126 grèves et 1 417 560 jours de chômage

Le bilan de l’année précédente fait état d’une véritable conflagration dans le monde du travail. En 1970, on a compté 126 grèves ou lock-out qui ont impliqué 73 189 travailleurs pour un grand total de 1 417 560 jours de chômage. Si la tendance se maintient, les syndiqués seront dans la rue ou en prison.

Rien ne va plus ! La Confédération des syndicats nationaux tire la conclusion qui s’impose. Il ne suffit plus pour la CSN de brandir le poing fermé. Nous croyons qu’il appartient à chaque individu, dans sa région, dans son usine, dans son quartier, de décider de quelle façon il peut le mieux avec la collectivité réaliser la meilleure allocation possible de nos ressources, tonne-t-elle dans un manifeste où son président, Marcel Pepin, expose la nouvelle orientation de la centrale syndicale. C’est toute notre mentalité qu’il faut transformer, jusqu’au jour où nos gouvernements ne pourront plus rester sourds à l’expression des besoins réels des gens. Les travailleurs syndiqués n’attendent plus rien du gouvernement du Pleutre. Leur slogan est sans appel. Ne comptons que sur nos propres moyens !

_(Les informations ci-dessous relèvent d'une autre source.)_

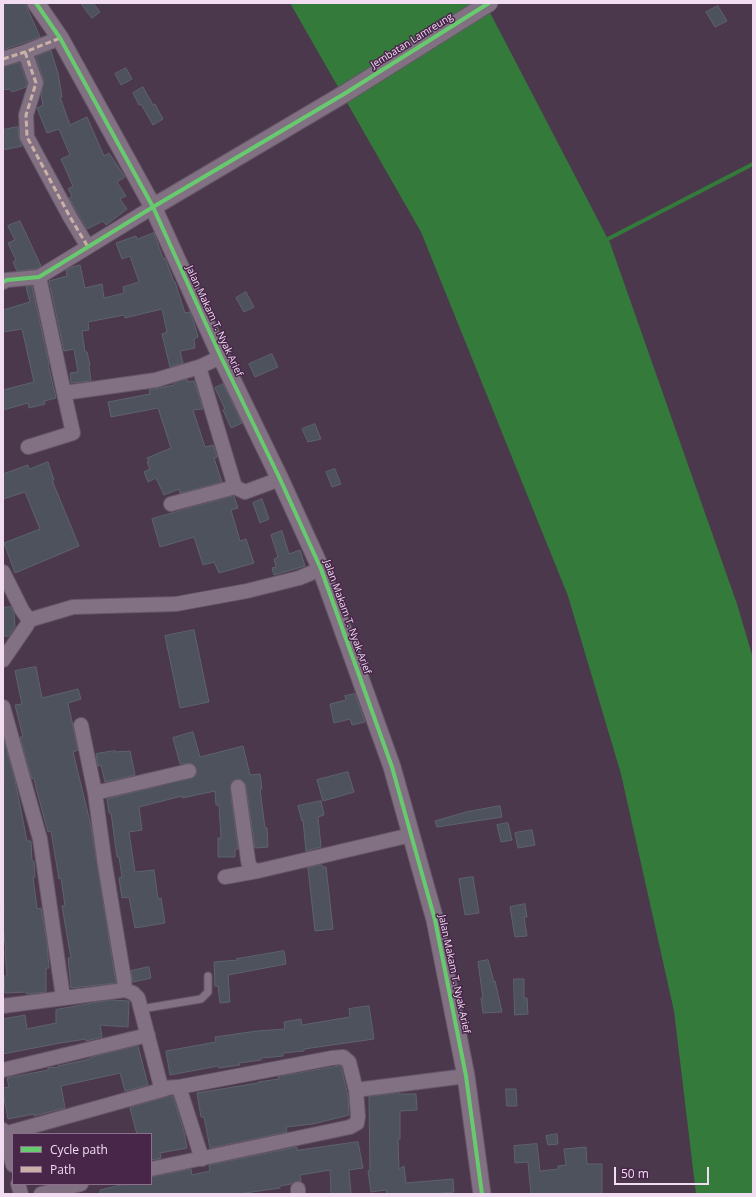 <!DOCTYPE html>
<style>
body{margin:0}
#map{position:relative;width:756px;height:1197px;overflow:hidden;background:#4b384d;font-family:"Open Sans",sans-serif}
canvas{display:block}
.frame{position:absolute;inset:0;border:4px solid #f2dcf2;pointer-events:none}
.legend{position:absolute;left:12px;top:1133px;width:140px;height:52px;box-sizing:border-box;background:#48264a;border:1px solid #8c6f8d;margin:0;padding:5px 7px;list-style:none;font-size:12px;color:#f2dcf2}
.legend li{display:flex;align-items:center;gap:8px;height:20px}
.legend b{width:20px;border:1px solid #8c6f8d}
.scale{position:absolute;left:614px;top:1167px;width:95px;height:18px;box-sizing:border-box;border:2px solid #f2dcf2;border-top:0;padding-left:5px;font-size:12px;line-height:14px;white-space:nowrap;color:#f2dcf2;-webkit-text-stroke:3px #48264a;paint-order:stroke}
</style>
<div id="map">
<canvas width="756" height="1197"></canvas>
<div class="frame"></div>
<ul class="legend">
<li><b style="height:5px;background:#67ca6e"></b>Cycle path</li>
<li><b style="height:5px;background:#cab0a6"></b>Path</li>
</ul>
<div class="scale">50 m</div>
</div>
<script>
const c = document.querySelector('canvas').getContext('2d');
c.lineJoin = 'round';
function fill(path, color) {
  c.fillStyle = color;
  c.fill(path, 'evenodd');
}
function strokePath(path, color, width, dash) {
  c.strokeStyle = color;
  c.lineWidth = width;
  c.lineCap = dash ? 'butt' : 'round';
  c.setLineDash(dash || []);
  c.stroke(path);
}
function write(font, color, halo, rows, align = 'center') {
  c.font = font + ' "Open Sans",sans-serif';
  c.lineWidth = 3;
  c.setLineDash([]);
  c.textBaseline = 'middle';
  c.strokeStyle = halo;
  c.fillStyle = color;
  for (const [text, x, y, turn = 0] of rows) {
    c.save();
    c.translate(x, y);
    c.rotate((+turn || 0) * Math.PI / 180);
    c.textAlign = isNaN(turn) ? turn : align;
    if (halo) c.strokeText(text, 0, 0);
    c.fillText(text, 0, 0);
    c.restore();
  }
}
fill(new Path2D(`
 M290,3H485L610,243L737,604L753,658V1194H696L674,1011L621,774L568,596L421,232Z`), '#337a3b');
strokePath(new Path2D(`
 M604,241L753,164`), '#337a3b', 4);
const building = new Path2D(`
 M3,3H25L40,37L3,50Z
 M81,3H93L100,12L92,18Z
 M718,6L727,21L715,27L706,12Z
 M51,51L58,73L62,97H60L70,125L87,117L104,156L109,153L125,177L117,182L126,196L120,199L127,209L106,225L103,221L87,229L69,198L72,196L68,189L73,186L61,159L70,155L59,129L47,133L37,108L43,105L41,95L44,81L36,57Z
 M20,63L27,83L26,87L12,92L10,89L3,90V67Z
 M126,68L132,79L121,85L115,74Z
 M143,87L153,105L155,104L163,119L153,125L141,104L139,105L133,93Z
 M18,127L19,138L22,146L3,150V130Z
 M20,221L41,266L36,269L17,271L13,262L16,260L8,243L15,240L8,226Z
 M154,233L163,258H165L174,282H175L185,313L190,312L194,323L198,337L194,339L195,348L180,351L183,363L170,367L162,334L167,332L162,309L125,318L124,315L88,322L89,330L82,331L85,352H87L90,365L89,366L91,381L71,383L70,373L78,372L74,349L64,351L49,281L67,276L66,270L72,267L80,265L85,288L102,284L104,298L124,293L123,287L139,282L130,256L122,259L116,243L136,236L137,239Z
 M32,286L49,364H48L56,398L44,401L45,404L29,408L28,403L3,410V390L34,382L22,329L3,332V310L30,302L26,287Z
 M246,292L254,307L244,312L236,298Z
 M272,354L278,367L255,377L249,364Z
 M187,379L188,382L194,381L203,409L193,410L205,447L213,445L217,457L214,458L222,482L180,493L179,489L164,495L156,478L148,482L144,472L150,469L147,462L149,461L147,458L171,448L158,408L111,417L108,402L150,394L149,390L174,385V383Z
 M223,384L242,423L231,428L223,410L225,409L215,388Z
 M315,424L321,439L308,442L302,429Z
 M48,462L54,480H52L79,546L15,573L4,543L40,529L25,492L3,499V474L28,465L29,469Z
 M335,469L341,484L332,487L326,472Z
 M234,496L238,508L231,510L240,541L246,539L254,563L219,573L214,562L203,565L194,537L160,547L152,519Z
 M262,499L269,519L260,523L253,503Z
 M282,531L289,554L300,550L305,566L274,575L272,568L276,567L274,559L278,557L271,535Z
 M11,607L14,613L15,627L9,636H3V608Z
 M194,630L209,702L180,708L165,636Z
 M36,667L42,698L78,689L81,699L68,703L78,750L73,752L91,826L116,983L71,988L68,958H71L62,906H65L61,878L59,879L51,831L48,832L36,788L34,778L32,779L20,737H23L15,705L22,704L15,671Z
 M355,694L365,722L352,725L350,719L334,723L330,704L346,700L345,696Z
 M193,732L200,757L243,746L250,775L260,774L262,789H260L265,828H267L268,847L255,848L246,786L244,782L241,779H236L233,781L230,788L238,849H235V857H218V838H221L219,805H216L215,791L182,798V796L139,807L142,830L129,832L135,872L154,870L158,899L161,898L165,923L135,928L129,897L122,898L119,878L122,877L119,857H117L111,813H109L107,799L194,777L197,773L195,766L191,763L180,764L173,738Z
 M4,740L15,780L27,841H31L32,861H34L35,877H33L37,909L41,908L47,943L49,968H46V992L27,994L26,992L5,993L4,976H7L5,951H6L3,927V910L4,909L3,899Z
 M115,751V752L130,751L135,775L105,782L101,765L98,766L96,754Z
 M348,772L354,792L323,801L317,780Z
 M321,801L324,815L318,817L321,847L306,851L303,820L302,821L298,806Z
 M500,806L502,817L437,827L435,821L466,812Z
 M508,823L512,840L501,842L497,825Z
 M532,830L535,845L518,848L515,833Z
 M322,865L323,867H326L333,929L315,931L308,868Z
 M473,877L479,913L465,915L459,879Z
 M525,904L527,917H524L527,936L515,937L510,907Z
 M284,951L286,964L228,975L230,1002L220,1003L218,986H215L214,962L238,960L237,959Z
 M488,960L494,982L495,981L502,1012L483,1013L481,998H483L478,962Z
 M149,967L151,978L133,982L131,971Z
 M514,979H524V998H527L528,1014L515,1015Z
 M110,1000L129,1001L128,1027L100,1025L102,1037L86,1041V1039L60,1043L3,1054V1019L25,1015L27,1029L56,1023V1010Z
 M369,1006L374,1039L304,1049V1051L283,1053V1056L261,1058V1060L239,1063L240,1065L219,1068L218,1066L170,1075L166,1051L216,1042L215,1037L257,1031L285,1029L284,1022L301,1019L302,1025L350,1017L349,1009Z
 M138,1046L148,1085L125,1091L120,1073L61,1086L65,1108L34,1116V1114L8,1119L3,1093V1088L9,1087L7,1078L48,1070V1068L59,1067L58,1066L90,1059V1058Z
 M341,1066L348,1096L349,1115L313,1124L286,1127L287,1132L210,1148L204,1117H201L197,1093L258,1083V1082L279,1079L278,1077Z
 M506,1089H516L517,1106H507Z
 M399,1093V1094H416L417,1110L400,1111V1139H398L399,1169L404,1166L406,1183L453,1179L454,1192L430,1194H387L386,1190L371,1192L368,1171H370L369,1097Z
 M169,1096H173L184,1132L187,1148L160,1153L161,1158L151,1160V1134H137L130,1108Z
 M557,1134L558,1144L548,1145L546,1136Z
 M358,1142L363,1168L349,1170L351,1194H331L330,1170L300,1175L301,1181H298L291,1184L280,1186V1188L238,1194H100V1190L125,1184H151V1177L191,1169L192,1175L210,1171L209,1165L297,1147V1150Z
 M537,1144L540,1171L558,1169V1166L566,1165L564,1149L586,1147L587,1164H602V1194H531L528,1162L515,1163L514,1146Z`);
fill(building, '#4d525d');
strokePath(building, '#5d636e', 1);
const service = new Path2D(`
 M141,1009L201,999L208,992V976`);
const minor = new Path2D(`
 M25,52L36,83L26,115L27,137L70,217L88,247
 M3,59L25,52L60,38
 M39,277L64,393L156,380L199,367L221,357
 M3,282L7,280L39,277L153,207
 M199,367L235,487
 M28,447L73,433L64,393
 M171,504L235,487L245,492L280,479
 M3,572L22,610L29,620
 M3,660L27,625L29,620L73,607L176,604L247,591L299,578L321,569
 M3,707L40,839L63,997
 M238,787L248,860C249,867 251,869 258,871L411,835
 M95,793L189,771
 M225,877L258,871
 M125,990L133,993L138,998L160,1083L163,1088L179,1087L332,1058L343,1057L349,1062L356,1090
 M3,1006L125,990L124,979L105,865L95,793L81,725
 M3,1070L148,1035
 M179,1087L202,1159
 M3,1130L13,1165
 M4,1134L165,1089
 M151,1169L350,1127L357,1123L358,1116L356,1090L466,1076
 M18,1184L21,1194
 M298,1189V1194
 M41,1194L81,1184`);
const tertiary = new Path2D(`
 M36,3L60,38L153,207L221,357L280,479L321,569L392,767L435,920L466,1076L482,1194
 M153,207L344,94L489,3`);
strokePath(service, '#675668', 9);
strokePath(minor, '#675668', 16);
strokePath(tertiary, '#675668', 19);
strokePath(service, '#817182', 7);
strokePath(minor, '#817182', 14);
strokePath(tertiary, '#817182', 17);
strokePath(new Path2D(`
 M25,52L36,83L26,115L27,137L70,217L88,247
 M3,59L25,52L60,38`), '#cab0a6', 3, [6, 3]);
strokePath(new Path2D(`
 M36,3L60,38L153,207L221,357L280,479L321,569L392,767L435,920L466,1076L482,1194
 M3,282L7,280L39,277L153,207L344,94L489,3`), '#67ca6e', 4);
write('10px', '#f2dcf2', '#48264a', [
 ["Jembatan Lamreung",412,41,-32],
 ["Jalan Makam T. Nyak Arief",214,321,65],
 ["Jalan Makam T. Nyak Arief",347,617,70],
 ["Jalan Makam T. Nyak Arief",454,974,78]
]);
</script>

Robert, Paul et Jean, le triumverrat

Le président de Power Corporation peut compter en tout temps sur la sollicitude de la corporation du pouvoir. À peine a-t-il appris l’enlèvement de Pierre Laporte que Robert Bourassa se soucie aussitôt de la sécurité de Paul Desmarais. Le financier chasse le volatile sur une île déserte du Saint-Laurent. La Sûreté du Québec lui dépêche un hélico illico. Qu’a-t-il à craindre ? Les sous-marins des felquistes, voyons ! Un an plus tard, le délire paranoïaque demeure omniprésent dans le paysage politique. Réélu sans opposition, Jean Ier ne rate pas une occasion pour fustiger l’opposition. Même l’unanimité ne parvient pas à le rassurer. Que cherche-t-il ? La fusion mystique ?

Paul Desmarais est le nouveau propriétaire du quotidien La Presse. Depuis juillet, le boss affronte ses employés. Le 27 octobre, il décrète un lock-out général pour contrer une manifestation massive de solidarité organisée par la Fédération des travailleurs et travailleuses du Québec. La FTQ l’a prévue pour le 29. Quoi de plus inquiétant pour le roi Jean qu’un attroupement à quelques pas de sa mairie ? La veille de la manif, Paul Desmarais rencontre le maire Jean Drapeau qui sort des boules à mites son règlement antimanifestation, relate Louis Fournier. Un grand quadrilatère autour de l’édifice La Presse sera interdit d’accès par la police.

Mes amis, les policiers nous interdisent le passage !

Le 29 octobre, plus de 15 000 personnes bravent l’ordonnance du roi Jean. Bras dessus, bras dessous, les présidents respectifs des trois grandes centrales syndicales québécoises ouvrent la marche. À la suite de Louis Laberge, Marcel Pepin et Yvon Charbonneau, président de la Centrale de l’enseignement du Québec, les manifestants de la FTQ, de la CSN et de la CEQ empruntent la rue Saint-Denis. L’objectif est l’édifice de La Presse. Carré Viger, l’escouade anti-émeute bloque le passage derrière une double rangée de barrières métalliques. L’affrontement est inévitable. Louis Laberge se tourne vers les syndiqués. Mes amis, les policiers nous interdisent le passage. Nous allons passer quand même. La foule manifeste bruyamment son appui. Uniquement les trois présidents de centrale ! précise le président de la FTQ qui se fait entendre grâce à un haut-parleur installé sur une camionnette. Les policiers baissent leurs visières. S’ils ont à nous arrêter, qu’ils le fassent. La foule proteste. Mais pas de violence, je vous en prie ! Les trois chefs syndicaux sortent du rang et s’avancent seuls vers la barricade.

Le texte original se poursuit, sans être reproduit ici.